= Culture of Birbhum =

Culture of Birbhum refers to the culture of Birbhum district in the Indian state of West Bengal.

Birbhum is known not only for its red soil and the shallow serpentine rivers ridden with sand islands, but also for the notable poets. Many poets belonging to the age of Vaishnava Padabali and Shakta Padabali of Bengali poetry were born here, as for example, Jaydeb, the celebrated author of Geetagovinda, and Chandidas (Rami).

The bauls of Birbhum, their philosophy and their songs form a notable representation of the folk culture of the district. Baulism is a religiously liberal philosophy and lifestyle which might have some links to Sahajiya movement of 16th century (derived from Sahajyan, a form of Vajrayana Buddhism, influenced also by Vaishnavism and Sufism). Chandidas and many other poets were part of the Sahajiya movement. The bauls earn their living by singing and collecting alms. They accommodate people from any caste and creed. Poet Rabindranath Tagore was inspired by their philosophy. Birbhum has also been home to famous kabiyals, kirtaniyas and other folk culture groups.
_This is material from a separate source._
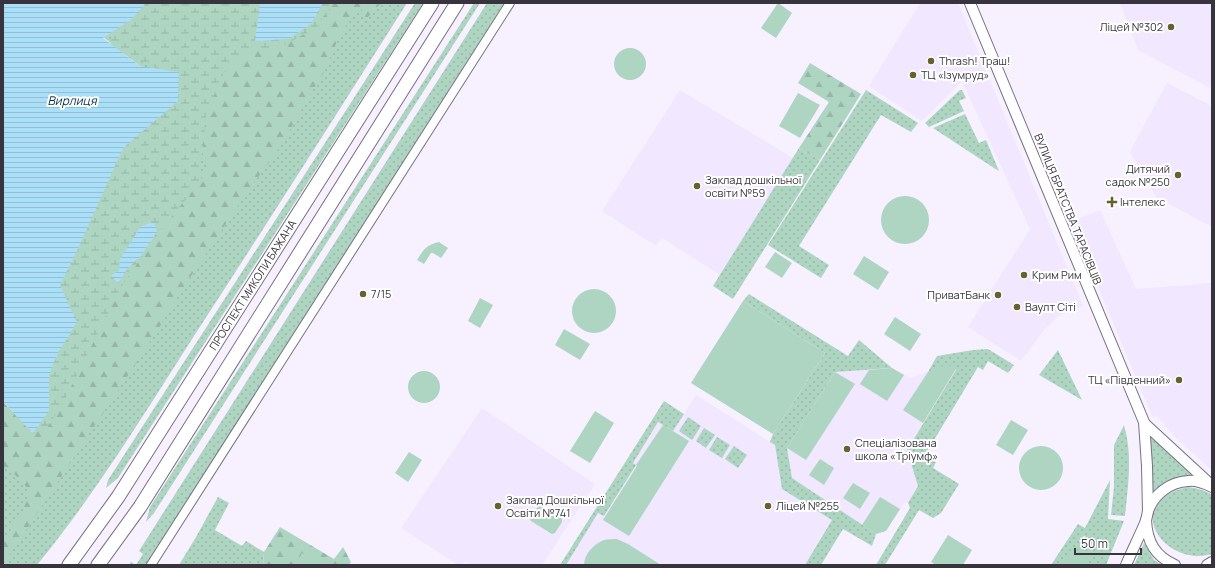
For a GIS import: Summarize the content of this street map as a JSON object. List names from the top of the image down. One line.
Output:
{"streets":{"highway":["ПРОСПЕКТ МИКОЛИ БАЖАНА"],"street":["ВУЛИЦЯ БРАТСТВА ТАРАСІВЦІВ"]},"water":["Вирлиця"],"places":{"other":["Ліцей №302","Thrash! Траш!","ТЦ «Ізумруд»","Дитячий садок №250","Заклад дошкільної освіти №59","Крим Рим","7/15","ПриватБанк","Ваулт Сіті","ТЦ «Південний»","Спеціалізована школа «Тріумф»","Заклад Дошкільної Освіти №741","Ліцей №255"],"health":["Інтелекс"]},"scale_bar":"50 m"}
Birbhum has a number of other major attractions. The temple and hot spring at Bakreshwar is famous and draws in pilgrims from far and near. Tarapith attracts pilgrims throughout the year. Birbhum has many old temples, such as the ones at Jaydev Kenduli, Surul and Nanoor, with delicate decorative tiles made of terra cotta (burnt clay). Patharchapuri contains the tomb of Data Mehboob Shah, a Sufi Pir. It sees pilgrims, mostly Muslims but some Hindus as well, all through the year.

==Fairs and festivals==
The numerous fairs of Birbhum starts with Poush Mela, beginning on the 7th day of the month of Poush at Santiniketan and at Dwarbasini on the day of Makar Sankranti follows through the Bengali month of Poush (spread across December and January) till Makar Sankranti. Particularly lively is the fair at Jaydev Kenduli, with the participation of bauls, the itinerant singers, in large numbers.

Festivities have varied with the seasons. Nagar sankirtan is popular in the month of Baisakh, and so is worshipping of Manasa in the month of Shravan. Durga Puja and Kali Puja is celebrated in Ashvin. Aghrayan sees Nabanna and Falgun has Dol. These are just examples of Hindu festivities. Eid-ul-Fitr and Eid-ul-Adha (Bakri-eid, locally) are prominent Muslim festivities in this district. During Ramadan month Muslims fast. On the Day of Ashura during the month of Muharram, processions are taken out to commemorate the deaths of Hassan and Hussein, the grandsons of Muhammad.

Many of the festivals and religious rituals in Birbhum, even though universal among most of the rest of greater Bengal, has some local specialities. For example, in the Durga puja the closing ceremony involves "Baich khela" which is a competition of circumscribing the village by men carrying on their shoulder the whole idol of goddess Durga and her companion icons on bamboo supports accompanied by many petromax lamps ("hajak light" in the local jargon), dhak beat, firecrackers and fanfare. The next day (ekadashi i.e. the eleventh lunar day) evening all the devotees go around in an event called "laru kurano" (meaning: picking up sweet cakes called naru). This event is marked by a representative group of these households visiting houses of all the relatives and acquaintances in the village with a plastic bag. At every home they are given sweetcakes which they collect and bring home, thus exchanging sweet cakes along with sweet greetings at least on this day of the year.

People of Birbhum patronise folk entertainment programmes such as jatra, kavigan, raibenshe and alkap. They often travel long distances to watch jatra overnight, and return home next morning.

==Gramadevata==
In addition to being a confluence of Vaishnava, Shakta and Saiva cultures, Birbhum villages also observe prehistoric customs like the worship of a gramadevata (gram means village and devta means deity) in many forms at different places.

One form of gramadevata popular in villages of Birbhum is Dharmathakur, symbolized by a stone, worshipped mainly by Bauri, Bagdi, Hari, Dom, etc. castes. In some places there are festivals called Dharmer Gajan. According to some authorities, these are transformed old deities and totems which continued even after these castes accepted Buddhism as a result of the oppression by the higher castes. Later on these old deities were equated to either Shiva or Buddha.

Another gramadevata is the goddess of snakes - Manasa who might have been a transformation of the feminine snake totem to a form more acceptable to later society. Now Goddess Manasa is worshiped for protection from snake bite. Vajrayana Buddhists had an equivalent of Manasa named Janguli. In Manasamangal, the house made for Lakhinder was on top of Santhali mountains, which might have been a reference to Santhal Pargana which was historically a part of Birbhum.